Former Division I college football player Jake Eldridge has revealed that the pressure of hiding his sexuality throughout his sporting career became so overwhelming it ultimately landed him in hospital.
Speaking to People on 27 January, Eldridge said he knew he was gay from a young age, but that football became a way of suppressing that part of himself.
“I knew I was gay pretty early on,” he explained, adding that “football became the thing that kind of pushed everything else aside”.
Eldridge was recruited to play Division I football in the Big Ten Conference at Rutgers University, an achievement he described as both a dream come true and a source of intense emotional strain.
“While it felt like everything I’d worked for was finally coming true, at the same time, it felt like an imprisonment – like this was my life now, and I didn’t have another option,” he said.
As his time on the team progressed, Eldridge said the fear of being outed began to dominate his thoughts, particularly when teammates started speculating about his sexuality.
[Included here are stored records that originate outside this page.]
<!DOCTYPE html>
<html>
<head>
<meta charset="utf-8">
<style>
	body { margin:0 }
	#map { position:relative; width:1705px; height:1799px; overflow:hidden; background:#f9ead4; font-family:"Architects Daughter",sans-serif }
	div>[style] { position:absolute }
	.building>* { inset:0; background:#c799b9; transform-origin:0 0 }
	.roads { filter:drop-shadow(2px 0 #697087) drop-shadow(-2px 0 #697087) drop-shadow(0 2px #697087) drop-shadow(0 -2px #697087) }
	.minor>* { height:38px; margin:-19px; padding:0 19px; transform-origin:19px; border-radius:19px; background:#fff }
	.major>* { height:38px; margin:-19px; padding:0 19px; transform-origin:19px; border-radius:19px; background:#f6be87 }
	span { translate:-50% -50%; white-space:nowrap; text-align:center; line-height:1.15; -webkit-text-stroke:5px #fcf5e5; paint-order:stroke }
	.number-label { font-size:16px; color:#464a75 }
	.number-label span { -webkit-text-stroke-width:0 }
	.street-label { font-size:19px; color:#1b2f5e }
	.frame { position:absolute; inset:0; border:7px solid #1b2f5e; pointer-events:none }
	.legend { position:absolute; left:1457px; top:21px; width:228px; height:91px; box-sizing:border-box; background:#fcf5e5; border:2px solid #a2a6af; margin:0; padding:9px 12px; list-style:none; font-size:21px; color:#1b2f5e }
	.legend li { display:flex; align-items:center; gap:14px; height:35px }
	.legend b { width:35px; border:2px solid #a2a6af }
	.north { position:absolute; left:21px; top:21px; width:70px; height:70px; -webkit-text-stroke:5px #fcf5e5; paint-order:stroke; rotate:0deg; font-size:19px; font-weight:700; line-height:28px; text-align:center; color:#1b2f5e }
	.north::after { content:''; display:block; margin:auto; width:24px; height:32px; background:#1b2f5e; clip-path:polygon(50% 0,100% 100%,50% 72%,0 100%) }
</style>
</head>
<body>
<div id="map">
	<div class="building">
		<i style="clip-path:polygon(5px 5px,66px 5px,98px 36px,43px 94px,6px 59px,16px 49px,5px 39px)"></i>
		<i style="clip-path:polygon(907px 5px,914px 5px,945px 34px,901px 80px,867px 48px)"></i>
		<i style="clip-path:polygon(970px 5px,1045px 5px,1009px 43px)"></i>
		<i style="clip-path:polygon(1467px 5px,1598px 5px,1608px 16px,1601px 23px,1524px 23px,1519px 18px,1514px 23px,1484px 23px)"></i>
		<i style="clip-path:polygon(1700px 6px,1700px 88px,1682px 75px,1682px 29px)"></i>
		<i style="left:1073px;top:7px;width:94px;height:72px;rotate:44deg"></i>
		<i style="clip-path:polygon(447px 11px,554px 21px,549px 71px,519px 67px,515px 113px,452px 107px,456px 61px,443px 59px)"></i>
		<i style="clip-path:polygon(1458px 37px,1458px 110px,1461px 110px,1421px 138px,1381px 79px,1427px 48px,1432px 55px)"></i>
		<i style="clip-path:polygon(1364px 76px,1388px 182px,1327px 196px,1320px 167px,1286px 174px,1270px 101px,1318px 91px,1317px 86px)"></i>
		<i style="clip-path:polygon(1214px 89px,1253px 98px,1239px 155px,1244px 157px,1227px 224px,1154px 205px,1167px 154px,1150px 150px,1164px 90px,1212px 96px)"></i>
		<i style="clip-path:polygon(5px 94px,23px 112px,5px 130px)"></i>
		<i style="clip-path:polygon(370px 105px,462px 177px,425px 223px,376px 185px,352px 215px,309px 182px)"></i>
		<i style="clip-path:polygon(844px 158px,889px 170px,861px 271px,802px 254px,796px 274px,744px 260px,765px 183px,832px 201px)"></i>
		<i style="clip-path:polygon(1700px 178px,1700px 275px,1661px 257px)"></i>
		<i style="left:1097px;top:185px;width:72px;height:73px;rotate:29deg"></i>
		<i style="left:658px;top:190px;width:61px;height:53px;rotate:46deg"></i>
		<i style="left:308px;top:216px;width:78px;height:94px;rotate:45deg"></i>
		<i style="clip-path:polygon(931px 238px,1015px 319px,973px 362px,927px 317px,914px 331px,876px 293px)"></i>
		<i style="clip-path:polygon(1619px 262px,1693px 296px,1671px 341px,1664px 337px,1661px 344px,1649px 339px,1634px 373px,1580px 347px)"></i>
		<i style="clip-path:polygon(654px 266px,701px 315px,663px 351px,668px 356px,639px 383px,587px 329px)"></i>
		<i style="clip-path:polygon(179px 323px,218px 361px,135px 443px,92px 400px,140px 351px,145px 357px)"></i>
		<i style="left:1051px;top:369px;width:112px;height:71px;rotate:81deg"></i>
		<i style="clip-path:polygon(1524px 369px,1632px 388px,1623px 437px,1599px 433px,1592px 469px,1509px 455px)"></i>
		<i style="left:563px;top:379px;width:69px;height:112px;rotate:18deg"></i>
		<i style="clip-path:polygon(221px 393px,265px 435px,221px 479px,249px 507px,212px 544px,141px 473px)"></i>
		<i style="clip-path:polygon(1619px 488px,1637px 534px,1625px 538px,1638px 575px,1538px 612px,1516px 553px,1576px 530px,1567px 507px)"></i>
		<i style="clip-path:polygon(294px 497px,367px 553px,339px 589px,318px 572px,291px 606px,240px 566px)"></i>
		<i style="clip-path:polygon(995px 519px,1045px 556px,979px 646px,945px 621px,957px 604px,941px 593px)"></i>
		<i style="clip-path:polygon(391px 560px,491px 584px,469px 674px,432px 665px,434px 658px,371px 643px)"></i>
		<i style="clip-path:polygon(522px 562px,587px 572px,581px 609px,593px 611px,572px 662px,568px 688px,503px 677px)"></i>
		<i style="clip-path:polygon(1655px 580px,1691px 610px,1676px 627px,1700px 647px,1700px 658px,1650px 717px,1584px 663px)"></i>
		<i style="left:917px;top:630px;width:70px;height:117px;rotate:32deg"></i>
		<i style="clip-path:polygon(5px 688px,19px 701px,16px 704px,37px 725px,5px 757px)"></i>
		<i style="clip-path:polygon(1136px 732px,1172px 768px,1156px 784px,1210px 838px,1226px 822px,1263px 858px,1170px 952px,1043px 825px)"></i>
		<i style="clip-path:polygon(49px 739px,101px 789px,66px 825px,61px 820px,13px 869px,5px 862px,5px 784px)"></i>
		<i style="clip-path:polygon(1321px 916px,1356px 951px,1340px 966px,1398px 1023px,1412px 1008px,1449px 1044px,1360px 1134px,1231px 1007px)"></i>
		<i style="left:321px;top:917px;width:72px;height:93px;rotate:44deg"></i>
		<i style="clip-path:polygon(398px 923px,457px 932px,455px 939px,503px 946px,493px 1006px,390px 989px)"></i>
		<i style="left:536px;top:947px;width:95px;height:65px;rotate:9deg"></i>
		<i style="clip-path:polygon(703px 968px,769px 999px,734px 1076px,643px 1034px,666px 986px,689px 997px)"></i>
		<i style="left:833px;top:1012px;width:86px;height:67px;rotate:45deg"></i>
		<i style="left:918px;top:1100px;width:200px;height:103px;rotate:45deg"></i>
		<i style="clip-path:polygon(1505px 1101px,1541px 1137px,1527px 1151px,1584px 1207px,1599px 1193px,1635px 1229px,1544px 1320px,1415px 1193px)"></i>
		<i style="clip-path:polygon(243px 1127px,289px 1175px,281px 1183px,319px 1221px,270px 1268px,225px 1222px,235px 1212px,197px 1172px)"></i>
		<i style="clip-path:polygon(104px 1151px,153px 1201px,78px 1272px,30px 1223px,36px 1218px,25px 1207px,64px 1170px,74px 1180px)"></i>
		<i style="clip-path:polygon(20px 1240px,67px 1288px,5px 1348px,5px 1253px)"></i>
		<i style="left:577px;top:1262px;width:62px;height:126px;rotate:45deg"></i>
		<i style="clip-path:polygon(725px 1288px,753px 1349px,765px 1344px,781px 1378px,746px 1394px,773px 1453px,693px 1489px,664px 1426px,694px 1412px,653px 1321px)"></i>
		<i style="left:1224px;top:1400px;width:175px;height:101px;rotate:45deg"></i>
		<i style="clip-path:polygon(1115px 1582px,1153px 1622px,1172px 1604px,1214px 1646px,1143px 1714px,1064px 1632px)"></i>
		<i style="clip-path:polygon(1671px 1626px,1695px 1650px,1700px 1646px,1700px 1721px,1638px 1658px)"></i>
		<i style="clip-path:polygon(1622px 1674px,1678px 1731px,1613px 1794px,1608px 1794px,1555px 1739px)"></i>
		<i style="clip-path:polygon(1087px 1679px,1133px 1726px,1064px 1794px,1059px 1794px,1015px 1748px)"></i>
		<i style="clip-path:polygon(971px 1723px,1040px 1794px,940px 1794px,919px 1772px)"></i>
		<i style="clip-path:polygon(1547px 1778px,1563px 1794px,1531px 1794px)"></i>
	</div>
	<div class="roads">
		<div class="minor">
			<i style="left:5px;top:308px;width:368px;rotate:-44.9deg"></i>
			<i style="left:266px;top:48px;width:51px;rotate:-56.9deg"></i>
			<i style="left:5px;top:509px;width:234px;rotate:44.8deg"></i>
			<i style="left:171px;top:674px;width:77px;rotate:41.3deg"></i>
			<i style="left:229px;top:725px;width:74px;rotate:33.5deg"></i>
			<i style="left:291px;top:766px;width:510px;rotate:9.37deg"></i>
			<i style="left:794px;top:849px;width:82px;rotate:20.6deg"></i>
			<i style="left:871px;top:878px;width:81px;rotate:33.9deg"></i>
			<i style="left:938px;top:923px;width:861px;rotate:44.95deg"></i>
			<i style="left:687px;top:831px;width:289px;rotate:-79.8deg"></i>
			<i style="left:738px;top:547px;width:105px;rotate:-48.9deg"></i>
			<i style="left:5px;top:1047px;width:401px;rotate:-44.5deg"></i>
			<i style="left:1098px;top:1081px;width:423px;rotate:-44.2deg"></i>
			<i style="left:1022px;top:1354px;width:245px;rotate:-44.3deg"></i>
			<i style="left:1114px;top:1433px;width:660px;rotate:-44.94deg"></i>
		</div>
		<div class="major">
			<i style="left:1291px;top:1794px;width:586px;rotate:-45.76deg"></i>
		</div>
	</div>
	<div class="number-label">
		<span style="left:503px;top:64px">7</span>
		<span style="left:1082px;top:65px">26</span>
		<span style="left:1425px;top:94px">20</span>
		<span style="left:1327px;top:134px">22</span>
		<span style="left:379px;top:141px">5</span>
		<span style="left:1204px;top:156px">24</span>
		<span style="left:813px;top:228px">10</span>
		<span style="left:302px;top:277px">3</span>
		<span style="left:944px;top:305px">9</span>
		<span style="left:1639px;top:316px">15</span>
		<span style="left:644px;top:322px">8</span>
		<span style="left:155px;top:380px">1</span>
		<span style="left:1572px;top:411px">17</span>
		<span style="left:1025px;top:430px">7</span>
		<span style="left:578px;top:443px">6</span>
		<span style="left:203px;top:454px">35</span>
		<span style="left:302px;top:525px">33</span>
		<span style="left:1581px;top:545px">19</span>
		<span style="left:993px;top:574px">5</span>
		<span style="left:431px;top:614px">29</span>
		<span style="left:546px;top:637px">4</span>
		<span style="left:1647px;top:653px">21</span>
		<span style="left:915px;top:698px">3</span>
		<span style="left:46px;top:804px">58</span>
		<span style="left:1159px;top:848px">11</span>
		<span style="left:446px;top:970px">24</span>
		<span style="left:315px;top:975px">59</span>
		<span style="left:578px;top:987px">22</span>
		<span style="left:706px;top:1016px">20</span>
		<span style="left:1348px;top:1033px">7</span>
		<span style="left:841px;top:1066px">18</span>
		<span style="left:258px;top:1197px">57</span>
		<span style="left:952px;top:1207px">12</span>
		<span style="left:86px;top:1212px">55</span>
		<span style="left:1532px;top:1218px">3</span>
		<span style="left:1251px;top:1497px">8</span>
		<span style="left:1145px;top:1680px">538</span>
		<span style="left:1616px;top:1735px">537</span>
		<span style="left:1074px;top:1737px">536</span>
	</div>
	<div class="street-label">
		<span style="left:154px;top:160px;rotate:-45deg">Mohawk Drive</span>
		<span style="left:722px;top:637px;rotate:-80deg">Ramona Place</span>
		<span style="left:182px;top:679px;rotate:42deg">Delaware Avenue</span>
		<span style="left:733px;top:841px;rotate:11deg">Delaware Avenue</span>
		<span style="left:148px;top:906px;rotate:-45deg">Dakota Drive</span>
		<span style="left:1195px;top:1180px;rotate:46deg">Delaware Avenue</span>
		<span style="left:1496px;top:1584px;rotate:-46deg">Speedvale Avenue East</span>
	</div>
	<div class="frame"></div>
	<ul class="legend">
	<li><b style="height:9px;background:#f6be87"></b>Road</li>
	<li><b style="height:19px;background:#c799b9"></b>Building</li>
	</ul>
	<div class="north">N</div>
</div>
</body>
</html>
“My roommate would come home and tell me people were asking if I was gay,” he recalled. “My biggest fear wasn’t just people knowing – it was people knowing before I was ready.”
He worried that being open about his sexuality could lead to bullying, the loss of his scholarship, or even being prevented from playing football altogether.
By the end of his freshman season, the toll on his health became impossible to ignore. Eldridge was hospitalised for three days after being diagnosed with ulcerative colitis, an autoimmune condition that doctors believed was triggered by prolonged stress.
“It was the stress of being closeted,” he said. “Going in every day and faking who I am for years on end. I’d been saying for years, ‘This is making me sick.’ And then my body finally proved it.”